Un contexte difficile pour Erdogan
Cela fait plusieurs années que les Turcs observent l'inexorable dépréciation de leur monnaie face au dollar. Ces six derniers mois, puis ces dix derniers jours, l'hémorragie s'est aggravée. Vendredi, il fallait six livres turques pour obtenir un billet vert. Et ces difficultés sont intrinsèquement liées à la politique d'Erdogan. Celui-ci rechigne en effet à relever les taux d'intérêt, estimant au contraire que leur baisse permet de faire baisser l'inflation. Et la banque centrale turque, censée être indépendante, est en réalité soumise aux pressions du pouvoir et s'exécute.

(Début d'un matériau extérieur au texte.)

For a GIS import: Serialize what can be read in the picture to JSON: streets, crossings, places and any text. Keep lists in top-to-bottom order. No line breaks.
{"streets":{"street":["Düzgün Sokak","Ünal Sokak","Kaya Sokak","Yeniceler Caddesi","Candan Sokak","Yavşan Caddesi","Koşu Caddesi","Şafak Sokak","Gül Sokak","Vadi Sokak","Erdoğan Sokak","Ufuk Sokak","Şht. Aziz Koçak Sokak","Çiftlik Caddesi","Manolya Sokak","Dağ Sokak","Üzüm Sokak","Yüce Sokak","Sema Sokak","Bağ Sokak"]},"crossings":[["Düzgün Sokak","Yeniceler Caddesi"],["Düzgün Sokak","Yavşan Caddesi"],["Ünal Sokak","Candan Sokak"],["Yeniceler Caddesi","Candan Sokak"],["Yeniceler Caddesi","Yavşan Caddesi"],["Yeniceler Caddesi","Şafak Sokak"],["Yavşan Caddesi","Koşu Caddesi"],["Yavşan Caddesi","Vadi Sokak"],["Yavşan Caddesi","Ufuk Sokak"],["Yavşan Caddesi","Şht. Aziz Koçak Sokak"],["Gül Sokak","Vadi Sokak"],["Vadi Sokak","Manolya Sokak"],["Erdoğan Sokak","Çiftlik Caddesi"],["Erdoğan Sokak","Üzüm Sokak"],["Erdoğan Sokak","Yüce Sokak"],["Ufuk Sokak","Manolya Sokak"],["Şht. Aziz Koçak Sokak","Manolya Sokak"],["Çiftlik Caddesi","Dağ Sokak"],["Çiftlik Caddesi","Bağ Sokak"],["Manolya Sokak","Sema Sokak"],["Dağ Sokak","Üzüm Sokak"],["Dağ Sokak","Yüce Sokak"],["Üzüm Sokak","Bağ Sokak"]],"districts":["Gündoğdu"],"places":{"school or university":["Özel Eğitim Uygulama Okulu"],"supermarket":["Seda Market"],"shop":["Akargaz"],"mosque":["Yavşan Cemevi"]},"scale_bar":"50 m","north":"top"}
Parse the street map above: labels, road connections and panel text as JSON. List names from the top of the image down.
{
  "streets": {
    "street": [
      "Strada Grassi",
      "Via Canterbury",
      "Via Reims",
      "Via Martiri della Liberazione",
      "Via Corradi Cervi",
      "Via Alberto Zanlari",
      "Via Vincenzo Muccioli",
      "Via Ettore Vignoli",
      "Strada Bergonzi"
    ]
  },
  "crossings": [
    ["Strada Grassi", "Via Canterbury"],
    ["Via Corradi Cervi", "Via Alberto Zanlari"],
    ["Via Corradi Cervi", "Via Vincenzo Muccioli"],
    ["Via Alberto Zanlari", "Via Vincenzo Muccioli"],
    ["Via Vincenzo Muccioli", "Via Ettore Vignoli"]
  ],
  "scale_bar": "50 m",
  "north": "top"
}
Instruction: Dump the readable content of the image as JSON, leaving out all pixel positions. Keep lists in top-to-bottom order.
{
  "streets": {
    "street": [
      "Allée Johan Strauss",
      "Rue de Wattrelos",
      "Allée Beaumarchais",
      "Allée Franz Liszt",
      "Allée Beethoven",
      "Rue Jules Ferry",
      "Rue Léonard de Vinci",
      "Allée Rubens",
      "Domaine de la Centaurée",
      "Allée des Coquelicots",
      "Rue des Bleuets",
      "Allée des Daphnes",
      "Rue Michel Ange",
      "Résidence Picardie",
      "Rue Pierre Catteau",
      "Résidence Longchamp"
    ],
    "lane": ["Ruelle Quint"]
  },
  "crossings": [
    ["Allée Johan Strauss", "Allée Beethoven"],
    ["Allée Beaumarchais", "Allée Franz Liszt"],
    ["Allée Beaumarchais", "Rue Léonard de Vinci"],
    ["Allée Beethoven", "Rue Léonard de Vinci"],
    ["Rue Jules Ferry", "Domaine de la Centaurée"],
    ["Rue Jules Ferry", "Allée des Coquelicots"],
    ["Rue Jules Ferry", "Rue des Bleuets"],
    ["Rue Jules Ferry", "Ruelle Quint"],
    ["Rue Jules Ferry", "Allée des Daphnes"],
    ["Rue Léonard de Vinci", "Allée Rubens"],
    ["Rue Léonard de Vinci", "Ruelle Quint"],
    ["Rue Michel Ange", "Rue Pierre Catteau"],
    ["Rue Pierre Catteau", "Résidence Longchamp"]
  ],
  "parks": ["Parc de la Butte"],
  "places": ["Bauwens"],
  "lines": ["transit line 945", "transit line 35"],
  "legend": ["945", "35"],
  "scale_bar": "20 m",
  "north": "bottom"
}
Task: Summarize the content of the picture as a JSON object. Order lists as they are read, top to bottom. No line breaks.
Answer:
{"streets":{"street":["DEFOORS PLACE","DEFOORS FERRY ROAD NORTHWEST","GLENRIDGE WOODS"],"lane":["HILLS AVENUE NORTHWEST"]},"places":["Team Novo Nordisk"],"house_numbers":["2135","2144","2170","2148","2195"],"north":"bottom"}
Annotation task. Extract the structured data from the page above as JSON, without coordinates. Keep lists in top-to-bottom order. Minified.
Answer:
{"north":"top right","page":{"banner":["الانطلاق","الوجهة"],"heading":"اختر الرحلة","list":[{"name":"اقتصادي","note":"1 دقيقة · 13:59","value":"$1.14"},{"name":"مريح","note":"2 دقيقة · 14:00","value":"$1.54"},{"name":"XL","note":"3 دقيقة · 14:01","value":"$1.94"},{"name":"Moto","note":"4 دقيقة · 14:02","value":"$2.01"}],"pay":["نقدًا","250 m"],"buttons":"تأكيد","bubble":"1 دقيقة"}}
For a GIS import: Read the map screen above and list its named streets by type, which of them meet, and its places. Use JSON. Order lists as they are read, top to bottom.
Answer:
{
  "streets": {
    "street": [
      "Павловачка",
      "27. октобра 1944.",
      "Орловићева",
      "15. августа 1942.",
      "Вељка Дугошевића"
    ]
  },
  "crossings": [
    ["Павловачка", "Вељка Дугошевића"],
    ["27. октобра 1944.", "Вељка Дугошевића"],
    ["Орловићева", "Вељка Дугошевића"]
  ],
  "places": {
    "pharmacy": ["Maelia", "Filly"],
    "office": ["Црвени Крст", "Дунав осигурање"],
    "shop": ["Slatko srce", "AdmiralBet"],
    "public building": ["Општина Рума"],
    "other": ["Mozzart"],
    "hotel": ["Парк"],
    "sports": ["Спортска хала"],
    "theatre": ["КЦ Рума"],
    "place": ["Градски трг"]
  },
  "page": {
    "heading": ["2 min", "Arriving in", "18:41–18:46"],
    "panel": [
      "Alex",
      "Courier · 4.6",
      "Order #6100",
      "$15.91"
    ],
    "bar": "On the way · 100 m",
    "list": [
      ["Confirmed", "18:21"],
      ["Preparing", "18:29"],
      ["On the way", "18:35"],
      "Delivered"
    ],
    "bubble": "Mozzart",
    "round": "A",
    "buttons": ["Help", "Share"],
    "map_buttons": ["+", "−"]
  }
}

Après sa victoire aux élections du 24 juin, Recep Tayyip Erdogan a en outre nommé son gendre Berat Albayrak à la tête d'un super-ministère des Finances, écartant certains responsables appréciés des marchés. Ce qui n'a fait qu'entamer un peu plus la confiance des marchés.
Le FMI à la rescousse ?
Comment, alors, la Turquie peut-elle se sortir de la crise ? Pour l'instant, Erdogan semble plutôt décidé à louvoyer en espérant une amélioration des facteurs externes. Mais d'autres leviers pourraient être activés pour faire face, comme des mesures de contrôle de capitaux ou encore un appel à la rescousse du Fonds monétaire international (FMI). Ce qui serait néanmoins difficile à avaler pour le président turc, qui s'enorgueillit d'avoir réglé les dettes de la Turquie.
Reste, enfin, une hausse en urgence des taux de la banque centrale. Erdogan a beau y être opposé, "si la situation continue de se détériorer, il finira par céder", estime Nora Neuteboom, de la banque néerlandaise ABN AMRO, interrogée par l'AFP.